Forum Moderators: open
The serach is for the name of a major news site in Israel. Five out of the nine datacenters return the URL of the site without the title and this is just an example of searching a Latin string.
Searching for a Hebrew string in google.co.il returns a list or URL's without any other information, such as the title of the pages or (God forbid) the search word in the context of the page.
This isn't the first time it happens.
Back in November it also happened.
If I remember correctly, the last dance begun on May 5th. I think I read somewhere that it ended on the 20th. Today is the 27th.
If Google is not goint to fix the problem sometimes soon, Israeli users are going to lose confidence in Google.
Tommorow I am going to teach a search techniques course and I really don't know what to tell my students.
People have claimed that Google is the "Knowledge Operating System" of the Internet.
I don't know about that...
[edited by: heini at 1:45 pm (utc) on May 27, 2003]
[edit reason] removed urls per TOS / thanks! [/edit]
thanks!
GoogleGuy
[google.com...]
is the right url to use.. thanks again.
It seems that some index algorithms choke on Hebrew/Arabic web pages.
There might be an explanation for this. Both Arabic and Hebrew are written and displayed from right-to-left and have two standards for publishing on the web.
One is the "Visual" standard where the text is stored from left-to-right and dislplayed, using a special font, from right-to-left.
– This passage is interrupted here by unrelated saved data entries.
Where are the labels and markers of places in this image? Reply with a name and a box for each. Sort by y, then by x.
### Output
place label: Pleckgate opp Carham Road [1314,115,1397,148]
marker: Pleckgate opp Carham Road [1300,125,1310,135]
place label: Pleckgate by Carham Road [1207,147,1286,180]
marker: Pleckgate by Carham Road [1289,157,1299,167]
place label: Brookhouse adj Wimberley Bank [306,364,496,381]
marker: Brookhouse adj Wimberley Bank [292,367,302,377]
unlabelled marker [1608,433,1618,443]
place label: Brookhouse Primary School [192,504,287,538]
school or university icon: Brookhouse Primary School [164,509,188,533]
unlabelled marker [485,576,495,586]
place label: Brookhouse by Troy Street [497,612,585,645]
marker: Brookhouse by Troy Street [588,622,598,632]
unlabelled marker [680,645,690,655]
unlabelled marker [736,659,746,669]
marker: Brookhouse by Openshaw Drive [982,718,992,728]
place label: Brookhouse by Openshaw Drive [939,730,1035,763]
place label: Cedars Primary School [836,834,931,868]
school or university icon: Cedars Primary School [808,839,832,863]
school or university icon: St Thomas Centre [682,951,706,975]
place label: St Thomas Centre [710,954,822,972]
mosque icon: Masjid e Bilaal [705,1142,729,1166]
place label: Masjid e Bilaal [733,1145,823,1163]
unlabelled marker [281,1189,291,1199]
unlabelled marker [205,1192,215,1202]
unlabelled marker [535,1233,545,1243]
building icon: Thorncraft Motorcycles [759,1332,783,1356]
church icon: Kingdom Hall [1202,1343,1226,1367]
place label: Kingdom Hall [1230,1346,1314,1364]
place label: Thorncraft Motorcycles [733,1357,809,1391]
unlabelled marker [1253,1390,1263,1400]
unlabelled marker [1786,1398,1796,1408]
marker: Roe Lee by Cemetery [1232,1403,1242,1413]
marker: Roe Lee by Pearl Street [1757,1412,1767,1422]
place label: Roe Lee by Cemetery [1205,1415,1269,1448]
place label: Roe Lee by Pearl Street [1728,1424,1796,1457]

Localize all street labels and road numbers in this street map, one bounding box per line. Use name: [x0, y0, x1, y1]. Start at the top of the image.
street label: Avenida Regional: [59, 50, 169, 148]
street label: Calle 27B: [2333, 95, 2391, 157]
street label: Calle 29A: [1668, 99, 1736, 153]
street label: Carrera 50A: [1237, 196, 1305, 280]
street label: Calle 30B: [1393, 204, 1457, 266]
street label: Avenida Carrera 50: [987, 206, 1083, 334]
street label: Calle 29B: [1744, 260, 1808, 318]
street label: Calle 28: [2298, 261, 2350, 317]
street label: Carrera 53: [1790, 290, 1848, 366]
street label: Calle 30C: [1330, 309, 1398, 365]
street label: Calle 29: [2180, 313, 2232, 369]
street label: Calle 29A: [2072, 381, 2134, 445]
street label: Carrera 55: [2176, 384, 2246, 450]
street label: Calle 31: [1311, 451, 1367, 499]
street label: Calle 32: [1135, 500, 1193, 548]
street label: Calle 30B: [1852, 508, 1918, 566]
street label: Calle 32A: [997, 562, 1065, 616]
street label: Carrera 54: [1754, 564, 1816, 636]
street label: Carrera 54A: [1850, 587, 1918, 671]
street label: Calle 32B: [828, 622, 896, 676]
The other is the "Logical" standard where the text is stored from right-to-left and displays from right-to-left.
You will see that when you search for a Hebrew or an Arabic word from the main search page, and then click the advanced search link, the string will appear TWICE in the field "with at least one of the words". One in the order you have typed it and another, reveresed. Google does that in order to find pages in both standards, Visual and Logical.
Text in files other than web pages is stored only from right-to-left (Logical) and this is the reason why I think the problem is with the reversing mechanism.
Hope that helps.
The display mechanism of web pages in Hebrew or Arabic is not sure what standard the page is in so it doesn't display any information on the page. No page title, no snippet, no cache link.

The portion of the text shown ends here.